Our client had a relatively straight forward pregnancy and was deemed to be low risk.
She attended routine appointments with her community midwife.
At 36 +3 gestation a routine appointment with the community midwife took place. There was some difficulty locating the heartbeat. Our client was told that the heartbeat was lower than normal.
Due to concerns our client attended the hospital triage/pregnancy assessment unit and explained the situation and raised concerns about fetal movements.
The unit was extremely busy and she was told to go to the canteen for 30 minutes and drink more cold drinks. She was then taken to a bed. Following fetal investigations no fetal heartrate could be detected. A fetal death in utero (FDIU) was then confirmed.

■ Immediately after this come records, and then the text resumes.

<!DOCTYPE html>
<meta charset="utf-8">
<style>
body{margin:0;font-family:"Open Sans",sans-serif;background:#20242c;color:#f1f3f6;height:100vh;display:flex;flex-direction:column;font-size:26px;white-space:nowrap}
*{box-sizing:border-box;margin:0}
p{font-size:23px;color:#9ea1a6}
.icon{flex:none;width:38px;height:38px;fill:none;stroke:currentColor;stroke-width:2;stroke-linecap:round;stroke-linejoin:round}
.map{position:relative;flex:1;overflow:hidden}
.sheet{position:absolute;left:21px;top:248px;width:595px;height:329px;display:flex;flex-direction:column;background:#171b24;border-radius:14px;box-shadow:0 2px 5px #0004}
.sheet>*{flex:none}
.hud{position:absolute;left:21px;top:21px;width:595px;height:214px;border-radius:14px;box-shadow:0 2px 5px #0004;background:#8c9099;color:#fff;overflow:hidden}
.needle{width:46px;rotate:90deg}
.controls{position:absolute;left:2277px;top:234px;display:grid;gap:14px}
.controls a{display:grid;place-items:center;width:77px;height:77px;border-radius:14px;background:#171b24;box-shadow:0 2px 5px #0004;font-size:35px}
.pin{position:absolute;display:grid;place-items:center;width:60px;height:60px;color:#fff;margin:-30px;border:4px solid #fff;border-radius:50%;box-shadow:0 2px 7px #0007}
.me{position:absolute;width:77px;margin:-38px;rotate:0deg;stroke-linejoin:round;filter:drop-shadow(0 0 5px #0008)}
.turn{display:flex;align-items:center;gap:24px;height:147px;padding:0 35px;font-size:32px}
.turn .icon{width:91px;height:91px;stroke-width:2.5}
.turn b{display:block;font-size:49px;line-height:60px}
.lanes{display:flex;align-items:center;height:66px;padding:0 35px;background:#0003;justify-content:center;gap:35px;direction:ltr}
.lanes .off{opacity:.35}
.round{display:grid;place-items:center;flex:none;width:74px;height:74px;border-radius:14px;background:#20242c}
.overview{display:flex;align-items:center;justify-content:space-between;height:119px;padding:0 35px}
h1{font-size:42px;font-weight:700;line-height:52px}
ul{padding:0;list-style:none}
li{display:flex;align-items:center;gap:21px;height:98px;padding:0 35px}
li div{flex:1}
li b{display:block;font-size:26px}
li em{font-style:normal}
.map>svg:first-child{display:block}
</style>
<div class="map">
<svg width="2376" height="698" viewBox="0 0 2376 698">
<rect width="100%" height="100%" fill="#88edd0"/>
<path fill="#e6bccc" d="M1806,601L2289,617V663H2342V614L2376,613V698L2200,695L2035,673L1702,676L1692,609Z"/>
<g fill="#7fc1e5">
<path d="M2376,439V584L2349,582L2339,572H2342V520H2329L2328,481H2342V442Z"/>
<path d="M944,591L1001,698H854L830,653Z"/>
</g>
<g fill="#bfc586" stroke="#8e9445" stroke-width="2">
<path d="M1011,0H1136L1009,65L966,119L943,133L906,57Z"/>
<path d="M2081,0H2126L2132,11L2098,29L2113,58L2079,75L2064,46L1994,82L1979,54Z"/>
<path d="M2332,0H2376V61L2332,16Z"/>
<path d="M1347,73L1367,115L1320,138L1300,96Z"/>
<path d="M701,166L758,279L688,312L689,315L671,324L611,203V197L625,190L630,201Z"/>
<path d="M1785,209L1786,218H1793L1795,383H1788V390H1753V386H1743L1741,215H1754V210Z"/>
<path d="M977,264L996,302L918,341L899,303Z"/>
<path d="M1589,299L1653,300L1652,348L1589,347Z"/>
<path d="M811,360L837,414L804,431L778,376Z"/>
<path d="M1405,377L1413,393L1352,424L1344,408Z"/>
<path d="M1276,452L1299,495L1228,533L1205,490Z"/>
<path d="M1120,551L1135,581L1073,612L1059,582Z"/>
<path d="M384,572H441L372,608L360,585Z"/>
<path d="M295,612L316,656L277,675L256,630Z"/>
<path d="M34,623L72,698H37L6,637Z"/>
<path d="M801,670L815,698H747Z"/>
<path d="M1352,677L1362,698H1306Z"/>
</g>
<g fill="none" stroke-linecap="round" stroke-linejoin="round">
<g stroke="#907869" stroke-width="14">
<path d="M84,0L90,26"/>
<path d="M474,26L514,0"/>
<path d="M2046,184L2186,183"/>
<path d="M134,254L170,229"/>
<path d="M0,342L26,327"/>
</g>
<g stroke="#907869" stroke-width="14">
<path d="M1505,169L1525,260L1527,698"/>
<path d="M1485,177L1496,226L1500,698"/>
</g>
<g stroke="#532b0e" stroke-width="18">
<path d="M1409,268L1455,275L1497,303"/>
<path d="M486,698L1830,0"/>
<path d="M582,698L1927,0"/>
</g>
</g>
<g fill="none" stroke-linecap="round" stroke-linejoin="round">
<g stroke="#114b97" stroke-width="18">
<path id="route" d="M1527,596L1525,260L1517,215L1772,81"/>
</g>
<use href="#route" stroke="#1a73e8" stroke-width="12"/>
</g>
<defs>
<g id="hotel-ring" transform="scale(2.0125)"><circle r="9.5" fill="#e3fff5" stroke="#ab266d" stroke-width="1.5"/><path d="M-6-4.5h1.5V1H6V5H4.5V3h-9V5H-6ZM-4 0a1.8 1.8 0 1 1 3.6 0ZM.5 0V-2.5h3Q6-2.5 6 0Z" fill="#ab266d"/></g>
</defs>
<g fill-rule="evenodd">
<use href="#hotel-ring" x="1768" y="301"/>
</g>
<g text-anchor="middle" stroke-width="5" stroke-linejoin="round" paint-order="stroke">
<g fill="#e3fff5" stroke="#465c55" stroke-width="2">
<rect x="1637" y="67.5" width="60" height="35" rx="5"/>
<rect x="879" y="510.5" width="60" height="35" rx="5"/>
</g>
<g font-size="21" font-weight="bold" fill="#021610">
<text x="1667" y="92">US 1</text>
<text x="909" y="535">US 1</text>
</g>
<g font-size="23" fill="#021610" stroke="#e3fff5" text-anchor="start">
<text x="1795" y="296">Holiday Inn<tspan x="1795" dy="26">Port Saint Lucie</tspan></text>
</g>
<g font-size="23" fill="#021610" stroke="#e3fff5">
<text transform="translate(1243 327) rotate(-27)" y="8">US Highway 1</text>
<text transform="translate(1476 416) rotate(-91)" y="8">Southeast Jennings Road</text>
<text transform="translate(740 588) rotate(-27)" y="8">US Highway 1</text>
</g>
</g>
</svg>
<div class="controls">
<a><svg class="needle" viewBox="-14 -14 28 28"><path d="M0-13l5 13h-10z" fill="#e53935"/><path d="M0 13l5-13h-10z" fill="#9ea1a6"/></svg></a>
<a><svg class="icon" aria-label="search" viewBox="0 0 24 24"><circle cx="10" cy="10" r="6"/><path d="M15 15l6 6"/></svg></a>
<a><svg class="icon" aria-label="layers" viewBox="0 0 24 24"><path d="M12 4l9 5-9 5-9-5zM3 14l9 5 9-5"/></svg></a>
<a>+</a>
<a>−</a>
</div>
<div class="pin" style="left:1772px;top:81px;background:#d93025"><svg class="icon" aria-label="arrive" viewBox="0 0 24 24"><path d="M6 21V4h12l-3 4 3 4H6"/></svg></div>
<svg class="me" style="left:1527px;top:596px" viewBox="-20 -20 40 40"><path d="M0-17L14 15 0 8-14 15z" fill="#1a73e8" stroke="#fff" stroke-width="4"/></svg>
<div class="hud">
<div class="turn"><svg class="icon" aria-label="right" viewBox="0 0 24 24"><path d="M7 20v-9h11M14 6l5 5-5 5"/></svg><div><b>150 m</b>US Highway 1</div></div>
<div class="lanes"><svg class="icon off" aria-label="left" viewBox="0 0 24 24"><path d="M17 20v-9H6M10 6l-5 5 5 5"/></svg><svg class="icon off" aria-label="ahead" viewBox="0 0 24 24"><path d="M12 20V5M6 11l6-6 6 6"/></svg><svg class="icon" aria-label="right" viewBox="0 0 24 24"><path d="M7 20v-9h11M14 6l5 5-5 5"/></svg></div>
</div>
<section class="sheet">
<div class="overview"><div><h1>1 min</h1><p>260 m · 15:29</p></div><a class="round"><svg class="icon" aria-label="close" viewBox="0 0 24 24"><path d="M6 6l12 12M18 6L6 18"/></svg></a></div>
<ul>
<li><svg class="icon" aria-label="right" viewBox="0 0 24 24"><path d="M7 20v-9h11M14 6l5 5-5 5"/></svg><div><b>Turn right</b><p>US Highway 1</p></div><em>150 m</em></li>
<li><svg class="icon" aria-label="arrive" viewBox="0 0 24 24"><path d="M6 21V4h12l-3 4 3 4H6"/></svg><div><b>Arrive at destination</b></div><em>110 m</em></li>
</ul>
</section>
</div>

A full post-mortem had confirmed there were no congenital abnormalities, the placenta had shown distal villus immaturity and there were positive anticardiolipin antibodies.
The Trust undertook their own comprehensive investigation and categorically concluded that the tragic outcome would not have been any different.
Our client made a complaint to the NWC who felt that there was no case to answer.
We obtained expert evidence from a specialist Obstetrician and Gynaecologist.
Letters of Claim were sent to both Trust’s in relation to delays firstly by the community Midwife and then by the Midwife’s at the hospital. It was alleged that absent the delays an emergency c-section would have been performed and the child born alive and well.
Some admissions were made in respect of delays in treatment / investigations however it was denied that the tragic still birth could have been avoided.
Through Alternative Dispute Resolution a negotiated settlement was achieved for the benefit of our client without the need to commence Court Proceedings.